When the chief priests therefore and officers saw Him, they cried out, saying, Crucify Him, crucify Him. Pilate saith unto them, Take ye Him, and crucify Him: for I find no fault in Him.
The Jews answered him, We have a law, and by our law He ought to die, because He made Himself the Son of God.
The religious leaders of the Jews had whipped the people into a bloodthirsty frenzy. How could it be that the same people who had welcomed Him with palm branches and joy now screamed for His death?

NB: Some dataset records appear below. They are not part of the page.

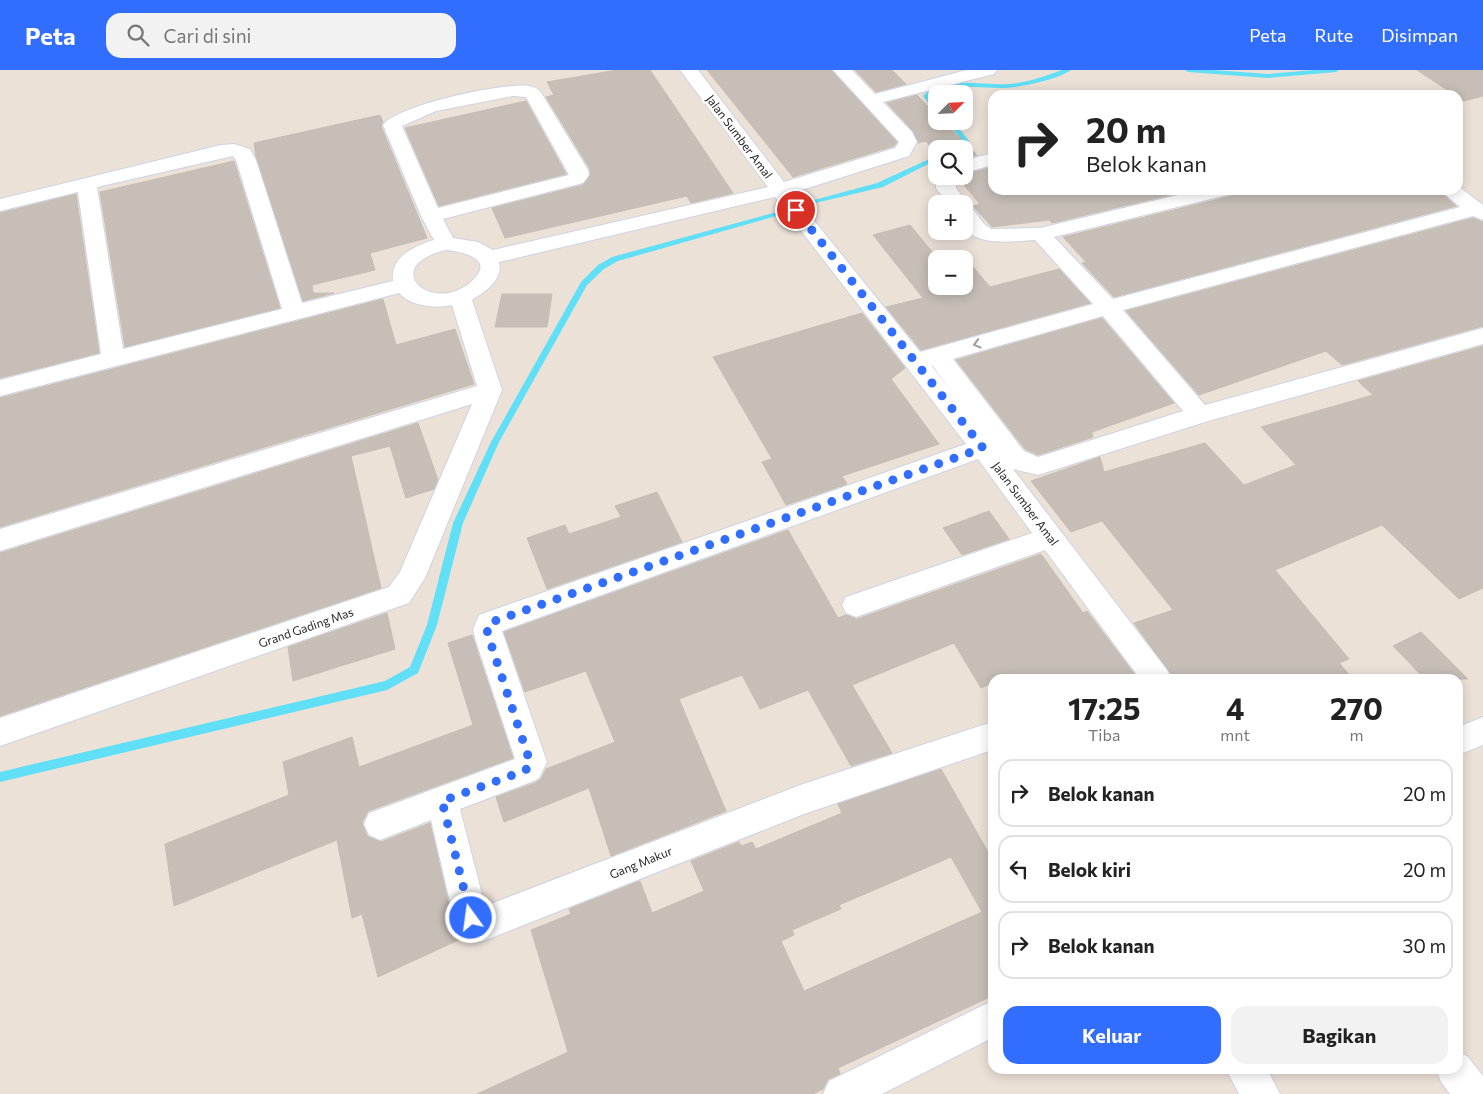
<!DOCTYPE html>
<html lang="id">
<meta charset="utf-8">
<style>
:root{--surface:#fff;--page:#f2f2f2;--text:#222;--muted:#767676;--line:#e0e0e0;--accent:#316dff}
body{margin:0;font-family:Commissioner,sans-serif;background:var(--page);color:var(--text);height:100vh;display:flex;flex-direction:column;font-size:19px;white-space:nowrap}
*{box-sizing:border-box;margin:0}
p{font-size:16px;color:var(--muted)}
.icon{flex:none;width:28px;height:28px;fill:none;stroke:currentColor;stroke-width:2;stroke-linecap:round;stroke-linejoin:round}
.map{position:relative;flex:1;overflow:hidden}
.side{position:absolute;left:988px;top:604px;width:475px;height:400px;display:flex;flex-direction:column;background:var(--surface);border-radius:15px;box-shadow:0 2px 12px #0003}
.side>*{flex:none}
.banner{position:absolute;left:988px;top:20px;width:475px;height:105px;border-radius:15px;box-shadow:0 2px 12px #0003;background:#fff;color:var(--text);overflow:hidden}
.needle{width:32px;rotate:66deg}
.buttons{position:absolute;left:928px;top:15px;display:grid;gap:10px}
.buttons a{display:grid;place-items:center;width:45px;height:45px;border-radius:10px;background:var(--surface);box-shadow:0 2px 12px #0003;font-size:25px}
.pin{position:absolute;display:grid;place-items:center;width:42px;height:42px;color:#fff;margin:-21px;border:2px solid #fff;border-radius:50%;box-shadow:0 1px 5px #0007}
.me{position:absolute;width:55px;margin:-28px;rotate:346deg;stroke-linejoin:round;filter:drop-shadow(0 0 4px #0008)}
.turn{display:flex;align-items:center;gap:18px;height:105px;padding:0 15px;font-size:22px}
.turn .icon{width:65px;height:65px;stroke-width:2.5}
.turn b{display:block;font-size:35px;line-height:42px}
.eta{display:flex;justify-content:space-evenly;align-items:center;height:85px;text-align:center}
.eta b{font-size:30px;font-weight:700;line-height:35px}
.primary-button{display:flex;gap:10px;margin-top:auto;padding:10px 15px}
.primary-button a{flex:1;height:58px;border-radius:15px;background:var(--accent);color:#fff;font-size:20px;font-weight:700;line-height:58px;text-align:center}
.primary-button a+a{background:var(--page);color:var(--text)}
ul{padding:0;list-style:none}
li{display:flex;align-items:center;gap:15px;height:68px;margin:0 10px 8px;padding:0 5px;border:2px solid var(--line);border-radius:15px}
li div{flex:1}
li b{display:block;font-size:19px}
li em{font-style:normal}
header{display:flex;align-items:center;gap:30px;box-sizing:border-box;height:70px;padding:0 25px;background:var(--accent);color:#fff}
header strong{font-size:24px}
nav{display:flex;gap:28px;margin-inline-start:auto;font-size:18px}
.search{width:350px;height:45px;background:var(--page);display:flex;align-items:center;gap:12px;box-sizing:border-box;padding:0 18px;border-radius:15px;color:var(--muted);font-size:19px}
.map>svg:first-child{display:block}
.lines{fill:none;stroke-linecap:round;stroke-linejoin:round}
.stream{fill:#61dff7;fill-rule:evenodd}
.building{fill:#c6beb7;stroke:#c7bdb1;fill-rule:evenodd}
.minor-casing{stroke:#cdd3e2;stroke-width:2}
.minor{fill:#fff;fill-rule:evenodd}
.oneway{stroke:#9e9e9e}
.route{stroke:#316dff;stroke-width:9;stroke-dasharray:0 16.2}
.labels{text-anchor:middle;stroke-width:4.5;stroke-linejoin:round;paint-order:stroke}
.street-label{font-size:12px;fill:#272727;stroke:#fff}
</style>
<header>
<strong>Peta</strong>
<div class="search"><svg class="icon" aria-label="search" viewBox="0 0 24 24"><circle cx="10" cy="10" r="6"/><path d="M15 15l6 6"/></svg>Cari di sini</div>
<nav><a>Peta</a><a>Rute</a><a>Disimpan</a></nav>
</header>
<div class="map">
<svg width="1483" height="1024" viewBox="0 0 1483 1024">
<rect width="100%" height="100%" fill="#ece1d7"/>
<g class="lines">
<!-- stream -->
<g class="stream">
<path d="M1062 0H1071C1057 10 1018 18 1001 18 979 18 949 12 930 26L936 35V41L934 40 923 26C944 5 983 16 1009 14 1027 13 1045 6 1062 0Z"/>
<path d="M1185 0H1213L1268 4 1314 0H1339L1336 2 1268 8 1188 2Z"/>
<path d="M946 51H953L969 71 965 80 960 79 963 71Z"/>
<path d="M936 86V90L883 117 807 135 803 133 877 113Z"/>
<path d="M773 143H776L780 145 618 191 604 199 587 215 499 372 463 453 437 555 418 603 387 620 0 712V702L385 611 410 597 427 555 453 453 491 372 581 212 598 195 612 187Z"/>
</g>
</g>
<!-- building -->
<g class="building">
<path d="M617 0H650L733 123 691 133 687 126 505 168 492 138 583 115 590 106V99L546 27 554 25 547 12Z"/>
<path d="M707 0H831L897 72 894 76 793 107Z"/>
<path d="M855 0H892L906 14 876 22Z"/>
<path d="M1417 0H1483V26L1464 31Z"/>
<path d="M917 25 936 45V51H943L977 85 964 89V79H936V83L926 71 918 73 913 61 887 33Z"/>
<path d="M526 31 566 104 439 136 405 58Z"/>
<path d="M380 45 383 52 381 56 427 168 370 183 375 200 312 215 313 223H334L303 231 256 87 254 73Z"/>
<path d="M234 91 280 238 125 277 100 122Z"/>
<path d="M989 98 992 102V120H1191L1052 153 1049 150 992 157 973 136 980 134 958 108V106Z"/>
<path d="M1236 120H1438L1456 136 1114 227 1082 193 1086 192 1063 167 1231 126Z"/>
<path d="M76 124 99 283 0 308V143Z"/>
<path d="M1473 148 1483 152V256L1342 295 1326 281 1199 325 1126 241Z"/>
<path d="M910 155 938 189H936V216H961L964 219V186L990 217 1059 199 1090 233 921 280 886 237 923 228 873 165Z"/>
<path d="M502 224H552L547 257H495Z"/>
<path d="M383 229 396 275 455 259 474 314 0 457V328Z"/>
<path d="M862 243 905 298 891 309 939 374 842 406 847 414 786 435 762 392 772 389 713 287Z"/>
<path d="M1102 248 1174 333 1092 362 1093 367 1038 385 1025 379 956 290Z"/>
<path d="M1483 276V518L1459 529 1382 455 1275 500 1349 589 1339 593 1353 609H1174L1134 553 1173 540 1102 451 1071 462 1031 411 1100 387 1104 402 1205 373 1244 415 1296 395 1261 357 1373 325 1358 311Z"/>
<path d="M418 353 438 410 434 419 406 428 390 376 351 386 381 518 0 646V483Z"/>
<path d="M657 422 682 472 547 519 527 468 565 455 569 464 621 447 615 436Z"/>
<path d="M989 441 1009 469 962 485 943 458Z"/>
<path d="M788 460 838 548 846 545 857 549 1041 484 1083 543 1087 541 1135 605 1126 609H992V613L981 618 954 573 852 615 892 683 851 696 808 620 760 639 742 605 679 629 726 741 611 786 589 718 504 752 496 727 535 713 541 709 546 699 615 672 586 601 525 622 504 562Z"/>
<path d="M387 543 395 579 293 611 288 577Z"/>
<path d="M1421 562 1468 609H1425L1393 576Z"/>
<path d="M472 565 513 688 368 741 362 753 367 766 381 772 430 753 453 853 458 866 463 868 378 907 362 844 352 848 337 770 174 836 165 774 289 725 283 692 352 667 359 697 473 655 448 573Z"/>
<path d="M941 699 992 789V926L838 998 840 1004 828 1009 823 1019 813 1024H477L568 982 531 860 571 844 569 839 640 811 652 843 704 821 691 791 739 772 741 776 752 772 756 779 842 743 838 734ZM951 787 982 842 804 921 781 871 794 865 792 860 841 839 839 835Z"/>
</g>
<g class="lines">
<!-- minor casing -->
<g class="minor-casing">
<g id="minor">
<path d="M680 0H698L784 112 895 78 899 72 833 0H852L875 24 967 0H997L994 4 883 32 912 62 917 72 909 86 792 123 920 282 1093 234 1035 170C1016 171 970 178 964 153 962 148 964 140 964 134H948L936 118V106H956V118L968 134 967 136 971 137 984 154 991 159 1040 158 1199 120H1234L1231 124 1054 167 1113 229 1460 137 1440 120H1458V116L1483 135V150L1473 146 1123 240 1205 335 1483 258V274L1205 352 1038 405 1013 399 1167 600 1172 609H1140L1045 480 856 547 846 543 842 535 846 527 1032 463 978 389 502 561 547 692 539 708 534 711 460 739 485 836 803 714 992 652V680L804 744 481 872 460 865 455 853 431 750 380 770 369 765 364 754 369 743 515 689 475 568 473 559 479 545 966 374 775 127 499 192C504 209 485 222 472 230L502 320 425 508 409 533 0 676V648L389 517 400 502 472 334 0 481V459L477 316 452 235C436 239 410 236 399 223L0 326V310L101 284 78 122 0 141V129L221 75 234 74 250 79 256 90 302 233 393 211C390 187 414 176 434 170L421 146 383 55C397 35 505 12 529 16 535 17 539 19 542 24L588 100 589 105 583 113 443 149 453 168 478 172 493 180 768 117ZM513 26 526 27 569 105 438 138 402 56 436 41ZM233 86 236 90 282 239 123 279 97 117ZM446 180C463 182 497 189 471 212 431 246 378 196 446 180ZM1103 246 1183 341 1038 387 1024 381 953 289ZM931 295H932L955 326Z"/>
<path d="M992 83V95L964 103V91Z"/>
<path d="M1483 647V675L1458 685V657Z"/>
<path d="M992 931V968L882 1024H823L829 1011Z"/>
<path d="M1458 982 1467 986 1483 1006V1024H1450L1441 1012 1436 999H1458Z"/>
<path d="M1226 999H1267L1280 1024H1239Z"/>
</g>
</g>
<!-- minor -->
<use href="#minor" class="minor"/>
</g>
<!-- one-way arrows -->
<defs><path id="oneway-chevron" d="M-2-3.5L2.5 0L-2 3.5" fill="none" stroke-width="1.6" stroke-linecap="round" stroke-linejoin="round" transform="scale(1.25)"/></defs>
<use class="oneway" href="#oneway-chevron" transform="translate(977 274) rotate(164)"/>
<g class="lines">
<!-- route -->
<path class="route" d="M471 848 442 731 524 701 528 698 530 692 489 568 487 560 489 553 983 378 796 140"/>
</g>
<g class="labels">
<!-- street labels -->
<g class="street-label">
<text transform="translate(739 67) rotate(53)" y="4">Jalan Sumber Amal</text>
<text transform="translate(1025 434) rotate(53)" y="4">Jalan Sumber Amal</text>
<text transform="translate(306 558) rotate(-19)" y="4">Grand Gading Mas</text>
<text transform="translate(641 793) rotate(-22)" y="4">Gang Makur</text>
</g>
</g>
</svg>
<div class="buttons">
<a><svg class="needle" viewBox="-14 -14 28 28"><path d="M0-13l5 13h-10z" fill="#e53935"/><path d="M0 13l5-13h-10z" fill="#767676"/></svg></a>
<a><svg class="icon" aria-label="search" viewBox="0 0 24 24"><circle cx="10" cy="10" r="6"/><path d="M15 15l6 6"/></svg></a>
<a>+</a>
<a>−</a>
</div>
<div class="pin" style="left:796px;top:140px;background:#d93025"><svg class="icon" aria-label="arrive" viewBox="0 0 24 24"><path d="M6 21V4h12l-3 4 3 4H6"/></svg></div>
<svg class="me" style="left:471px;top:848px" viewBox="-20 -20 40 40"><circle r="17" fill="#316dff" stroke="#fff" stroke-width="3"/><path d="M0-11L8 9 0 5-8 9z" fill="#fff"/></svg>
<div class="banner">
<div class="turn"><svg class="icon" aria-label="right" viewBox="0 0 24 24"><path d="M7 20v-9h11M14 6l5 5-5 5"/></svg><div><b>20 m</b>Belok kanan</div></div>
</div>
<section class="side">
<div class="eta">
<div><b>17:25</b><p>Tiba</p></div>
<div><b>4</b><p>mnt</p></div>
<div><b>270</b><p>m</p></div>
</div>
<ul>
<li><svg class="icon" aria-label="right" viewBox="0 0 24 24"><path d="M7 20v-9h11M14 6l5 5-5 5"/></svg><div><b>Belok kanan</b></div><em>20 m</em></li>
<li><svg class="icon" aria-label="left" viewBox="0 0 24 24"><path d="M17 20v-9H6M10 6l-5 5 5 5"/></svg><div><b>Belok kiri</b></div><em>20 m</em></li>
<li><svg class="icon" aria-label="right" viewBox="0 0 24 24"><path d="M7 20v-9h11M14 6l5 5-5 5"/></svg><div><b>Belok kanan</b></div><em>30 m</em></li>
</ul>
<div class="primary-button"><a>Keluar</a><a>Bagikan</a></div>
</section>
</div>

The answer to that is clear, if you know the history. They thought He had come as Messiah, to overthrow Rome and free them from the merciless authority of Roman law. When they realized that wasn’t going to happen, they demanded (with encouragement from the priests and Pharisees) that He be executed in the most gruesome possible way.
In my Bible, words that have been added by the translators for clarity are printed in italics. They were not in the original manuscripts. Therefore, the people were yelling, “Crucify! Crucify!” perhaps like a chant as protesting mobs like to do.
Pilate had hoped, it would seem, that by presenting Jesus humiliated, bloodied and beaten beyond recognition, He would gain the sympathy of the crowd. It was enough, and they would be satisfied. He knew that the San Hedrin, ruling body of the Jews, did not have the authority for crucifixion. That particular horror was reserved to Roman authority. So when the people screamed, “Crucify!” Pilate rather sarcastically told them to take Jesus, then, and see to it. He, himself, found no fault in Jesus.
So the priests and Pharisees played their trump card: “By our Law, He deserves to die! He has made Himself out to be God!”